Input data:
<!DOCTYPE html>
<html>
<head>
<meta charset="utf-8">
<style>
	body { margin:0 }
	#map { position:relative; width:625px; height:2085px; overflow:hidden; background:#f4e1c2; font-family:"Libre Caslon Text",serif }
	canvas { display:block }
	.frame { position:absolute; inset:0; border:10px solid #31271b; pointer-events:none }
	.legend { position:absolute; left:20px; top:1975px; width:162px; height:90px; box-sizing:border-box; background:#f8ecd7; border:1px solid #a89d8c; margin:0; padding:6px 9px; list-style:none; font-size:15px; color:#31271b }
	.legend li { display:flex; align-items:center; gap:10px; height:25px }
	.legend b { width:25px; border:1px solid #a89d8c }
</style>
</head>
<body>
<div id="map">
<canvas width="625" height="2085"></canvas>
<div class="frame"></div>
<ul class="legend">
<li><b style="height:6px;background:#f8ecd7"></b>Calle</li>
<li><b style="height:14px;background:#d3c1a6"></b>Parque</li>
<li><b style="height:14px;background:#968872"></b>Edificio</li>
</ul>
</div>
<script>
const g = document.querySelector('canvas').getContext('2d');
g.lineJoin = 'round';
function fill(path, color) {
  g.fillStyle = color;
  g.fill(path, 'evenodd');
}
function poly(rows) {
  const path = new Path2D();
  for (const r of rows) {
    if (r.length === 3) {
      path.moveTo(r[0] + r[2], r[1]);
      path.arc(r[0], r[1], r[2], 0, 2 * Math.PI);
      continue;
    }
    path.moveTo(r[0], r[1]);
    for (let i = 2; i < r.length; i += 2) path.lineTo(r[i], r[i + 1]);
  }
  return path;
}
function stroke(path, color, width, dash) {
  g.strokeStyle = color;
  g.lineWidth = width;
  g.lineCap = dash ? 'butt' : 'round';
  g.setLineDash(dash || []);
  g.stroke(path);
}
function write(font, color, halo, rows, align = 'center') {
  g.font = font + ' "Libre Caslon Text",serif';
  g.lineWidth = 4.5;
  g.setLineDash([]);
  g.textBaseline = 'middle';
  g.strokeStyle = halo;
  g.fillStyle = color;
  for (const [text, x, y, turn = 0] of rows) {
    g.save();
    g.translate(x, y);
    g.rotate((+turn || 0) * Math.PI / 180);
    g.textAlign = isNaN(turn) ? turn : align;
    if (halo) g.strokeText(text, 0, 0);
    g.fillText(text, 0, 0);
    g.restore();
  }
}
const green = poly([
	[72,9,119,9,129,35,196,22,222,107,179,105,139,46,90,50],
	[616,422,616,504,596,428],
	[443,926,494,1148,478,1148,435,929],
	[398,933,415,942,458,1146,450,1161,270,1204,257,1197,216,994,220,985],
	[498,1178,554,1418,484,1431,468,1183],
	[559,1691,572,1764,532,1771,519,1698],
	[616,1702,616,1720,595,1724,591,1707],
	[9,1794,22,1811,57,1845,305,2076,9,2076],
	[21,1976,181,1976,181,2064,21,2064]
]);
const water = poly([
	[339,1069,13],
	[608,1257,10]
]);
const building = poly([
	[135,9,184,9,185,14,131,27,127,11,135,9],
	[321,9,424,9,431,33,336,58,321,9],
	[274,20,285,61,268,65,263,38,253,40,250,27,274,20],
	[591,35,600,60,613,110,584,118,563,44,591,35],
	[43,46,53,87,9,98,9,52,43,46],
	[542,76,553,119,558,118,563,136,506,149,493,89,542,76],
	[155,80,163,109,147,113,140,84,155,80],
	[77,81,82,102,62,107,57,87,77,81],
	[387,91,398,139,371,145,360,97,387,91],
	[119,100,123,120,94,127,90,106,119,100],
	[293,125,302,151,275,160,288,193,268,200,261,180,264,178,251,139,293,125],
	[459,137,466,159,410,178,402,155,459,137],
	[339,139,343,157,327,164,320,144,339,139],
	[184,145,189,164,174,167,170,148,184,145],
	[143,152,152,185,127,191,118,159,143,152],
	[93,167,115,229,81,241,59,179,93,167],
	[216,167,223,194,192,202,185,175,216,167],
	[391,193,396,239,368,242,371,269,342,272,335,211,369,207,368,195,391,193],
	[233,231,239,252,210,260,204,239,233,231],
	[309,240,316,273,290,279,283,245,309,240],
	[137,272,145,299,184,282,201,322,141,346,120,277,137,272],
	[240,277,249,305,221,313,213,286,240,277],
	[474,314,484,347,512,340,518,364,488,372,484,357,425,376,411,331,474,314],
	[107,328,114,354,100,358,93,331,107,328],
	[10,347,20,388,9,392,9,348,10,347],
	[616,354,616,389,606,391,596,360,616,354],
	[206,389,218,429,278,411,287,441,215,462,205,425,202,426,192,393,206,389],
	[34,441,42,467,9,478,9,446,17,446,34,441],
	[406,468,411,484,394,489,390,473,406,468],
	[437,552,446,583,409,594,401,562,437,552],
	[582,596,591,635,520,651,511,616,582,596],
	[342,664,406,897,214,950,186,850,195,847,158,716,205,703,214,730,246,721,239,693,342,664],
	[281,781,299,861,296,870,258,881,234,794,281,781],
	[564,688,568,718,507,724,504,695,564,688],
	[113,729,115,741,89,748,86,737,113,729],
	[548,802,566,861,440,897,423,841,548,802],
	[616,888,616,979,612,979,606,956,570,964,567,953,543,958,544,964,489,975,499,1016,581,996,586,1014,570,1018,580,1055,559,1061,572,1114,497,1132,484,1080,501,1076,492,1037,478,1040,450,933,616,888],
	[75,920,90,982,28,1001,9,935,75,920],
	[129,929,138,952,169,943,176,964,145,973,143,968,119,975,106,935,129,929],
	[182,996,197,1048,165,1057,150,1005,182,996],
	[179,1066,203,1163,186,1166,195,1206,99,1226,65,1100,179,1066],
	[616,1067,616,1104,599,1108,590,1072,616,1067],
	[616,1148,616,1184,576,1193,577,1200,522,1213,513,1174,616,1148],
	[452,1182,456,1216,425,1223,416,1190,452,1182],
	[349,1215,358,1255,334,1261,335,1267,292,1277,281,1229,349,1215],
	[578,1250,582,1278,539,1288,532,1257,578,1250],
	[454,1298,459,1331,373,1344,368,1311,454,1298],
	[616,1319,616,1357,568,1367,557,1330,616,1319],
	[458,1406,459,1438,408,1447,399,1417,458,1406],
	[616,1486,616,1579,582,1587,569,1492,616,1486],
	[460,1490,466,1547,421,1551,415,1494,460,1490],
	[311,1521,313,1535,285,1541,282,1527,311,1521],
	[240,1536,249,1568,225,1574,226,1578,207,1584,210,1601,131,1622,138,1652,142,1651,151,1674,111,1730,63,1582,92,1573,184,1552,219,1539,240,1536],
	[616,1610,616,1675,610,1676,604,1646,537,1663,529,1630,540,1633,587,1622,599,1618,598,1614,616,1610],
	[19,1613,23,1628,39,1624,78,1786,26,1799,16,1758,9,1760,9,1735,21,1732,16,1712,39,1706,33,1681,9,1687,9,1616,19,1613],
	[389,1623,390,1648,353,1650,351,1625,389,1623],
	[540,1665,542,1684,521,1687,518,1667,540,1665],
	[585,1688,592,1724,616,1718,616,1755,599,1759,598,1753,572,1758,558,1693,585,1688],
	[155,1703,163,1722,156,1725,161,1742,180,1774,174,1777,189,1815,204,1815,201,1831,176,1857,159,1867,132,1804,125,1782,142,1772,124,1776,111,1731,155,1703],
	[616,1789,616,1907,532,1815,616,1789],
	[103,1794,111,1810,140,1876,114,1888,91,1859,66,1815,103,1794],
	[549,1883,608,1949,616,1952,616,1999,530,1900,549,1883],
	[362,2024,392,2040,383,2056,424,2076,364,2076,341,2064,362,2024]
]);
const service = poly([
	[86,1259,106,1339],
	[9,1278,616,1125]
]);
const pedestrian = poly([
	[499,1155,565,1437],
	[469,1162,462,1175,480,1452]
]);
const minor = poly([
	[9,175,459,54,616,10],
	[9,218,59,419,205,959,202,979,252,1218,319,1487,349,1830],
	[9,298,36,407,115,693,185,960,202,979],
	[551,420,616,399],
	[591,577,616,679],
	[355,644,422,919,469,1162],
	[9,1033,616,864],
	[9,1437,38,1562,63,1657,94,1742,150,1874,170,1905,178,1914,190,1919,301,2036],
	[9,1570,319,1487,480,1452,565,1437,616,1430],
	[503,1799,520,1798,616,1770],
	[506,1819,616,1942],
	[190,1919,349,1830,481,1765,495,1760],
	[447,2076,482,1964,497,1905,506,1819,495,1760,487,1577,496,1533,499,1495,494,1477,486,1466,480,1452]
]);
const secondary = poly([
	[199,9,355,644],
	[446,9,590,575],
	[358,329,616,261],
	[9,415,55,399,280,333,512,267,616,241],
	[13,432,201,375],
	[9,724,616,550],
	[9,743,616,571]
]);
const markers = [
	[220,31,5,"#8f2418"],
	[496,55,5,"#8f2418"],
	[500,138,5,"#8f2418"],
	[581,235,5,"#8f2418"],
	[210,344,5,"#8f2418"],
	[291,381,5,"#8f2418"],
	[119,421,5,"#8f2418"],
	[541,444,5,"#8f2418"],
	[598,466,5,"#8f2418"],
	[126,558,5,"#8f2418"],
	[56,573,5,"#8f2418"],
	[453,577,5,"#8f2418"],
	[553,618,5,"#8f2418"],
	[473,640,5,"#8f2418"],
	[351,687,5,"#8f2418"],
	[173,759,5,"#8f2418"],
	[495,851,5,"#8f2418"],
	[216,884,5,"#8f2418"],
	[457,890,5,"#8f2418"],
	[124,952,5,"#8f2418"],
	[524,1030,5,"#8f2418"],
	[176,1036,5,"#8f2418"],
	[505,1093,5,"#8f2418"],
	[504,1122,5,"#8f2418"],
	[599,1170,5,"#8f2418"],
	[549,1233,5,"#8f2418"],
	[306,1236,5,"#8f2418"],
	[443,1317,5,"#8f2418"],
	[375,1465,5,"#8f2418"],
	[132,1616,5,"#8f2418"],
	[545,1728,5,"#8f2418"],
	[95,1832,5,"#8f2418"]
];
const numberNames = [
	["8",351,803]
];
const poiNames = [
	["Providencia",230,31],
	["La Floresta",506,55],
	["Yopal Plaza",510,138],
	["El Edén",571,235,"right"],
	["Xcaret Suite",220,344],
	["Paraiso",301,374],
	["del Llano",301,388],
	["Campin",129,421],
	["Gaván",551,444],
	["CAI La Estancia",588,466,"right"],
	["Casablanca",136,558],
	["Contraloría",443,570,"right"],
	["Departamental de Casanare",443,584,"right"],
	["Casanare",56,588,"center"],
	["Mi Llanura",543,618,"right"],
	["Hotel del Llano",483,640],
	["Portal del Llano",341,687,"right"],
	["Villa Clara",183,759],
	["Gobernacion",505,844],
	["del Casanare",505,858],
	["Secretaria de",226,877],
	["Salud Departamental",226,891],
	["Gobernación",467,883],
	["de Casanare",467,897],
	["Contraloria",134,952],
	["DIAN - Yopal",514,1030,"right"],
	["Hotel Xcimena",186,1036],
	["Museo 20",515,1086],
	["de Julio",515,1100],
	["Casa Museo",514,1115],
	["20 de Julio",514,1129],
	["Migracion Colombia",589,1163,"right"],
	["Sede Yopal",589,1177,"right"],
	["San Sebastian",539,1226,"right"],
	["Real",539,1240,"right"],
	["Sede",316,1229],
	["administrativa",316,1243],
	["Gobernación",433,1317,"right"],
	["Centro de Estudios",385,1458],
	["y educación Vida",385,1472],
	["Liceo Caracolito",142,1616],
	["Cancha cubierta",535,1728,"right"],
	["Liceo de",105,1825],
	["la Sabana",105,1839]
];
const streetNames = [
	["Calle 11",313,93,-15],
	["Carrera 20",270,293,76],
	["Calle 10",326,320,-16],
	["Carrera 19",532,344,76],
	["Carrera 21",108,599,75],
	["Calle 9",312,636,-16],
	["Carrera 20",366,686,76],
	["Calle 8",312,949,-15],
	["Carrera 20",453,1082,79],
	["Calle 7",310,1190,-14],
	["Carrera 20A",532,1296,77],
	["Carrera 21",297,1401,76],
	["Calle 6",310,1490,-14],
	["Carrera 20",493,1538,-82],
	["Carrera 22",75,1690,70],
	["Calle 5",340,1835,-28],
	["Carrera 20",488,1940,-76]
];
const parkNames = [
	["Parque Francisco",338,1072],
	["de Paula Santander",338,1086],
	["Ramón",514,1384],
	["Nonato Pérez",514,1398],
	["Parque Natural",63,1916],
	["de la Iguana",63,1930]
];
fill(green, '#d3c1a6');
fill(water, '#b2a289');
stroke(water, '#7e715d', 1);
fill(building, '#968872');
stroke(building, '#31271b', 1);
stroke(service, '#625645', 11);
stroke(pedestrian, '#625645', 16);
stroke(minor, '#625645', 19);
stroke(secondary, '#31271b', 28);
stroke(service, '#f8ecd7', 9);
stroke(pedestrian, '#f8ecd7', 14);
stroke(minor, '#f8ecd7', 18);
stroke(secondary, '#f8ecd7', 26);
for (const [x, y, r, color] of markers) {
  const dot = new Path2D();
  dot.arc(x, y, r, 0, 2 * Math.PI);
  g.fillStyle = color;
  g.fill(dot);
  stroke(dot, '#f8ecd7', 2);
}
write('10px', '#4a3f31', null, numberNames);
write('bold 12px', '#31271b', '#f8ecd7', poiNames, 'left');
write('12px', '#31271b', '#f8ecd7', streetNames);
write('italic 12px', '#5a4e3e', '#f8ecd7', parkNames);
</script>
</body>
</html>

About this exercise: What lines hold the string "display"? Pick them out of the data.

Answer space:
	canvas { display:block }
	.legend li { display:flex; align-items:center; gap:10px; height:25px }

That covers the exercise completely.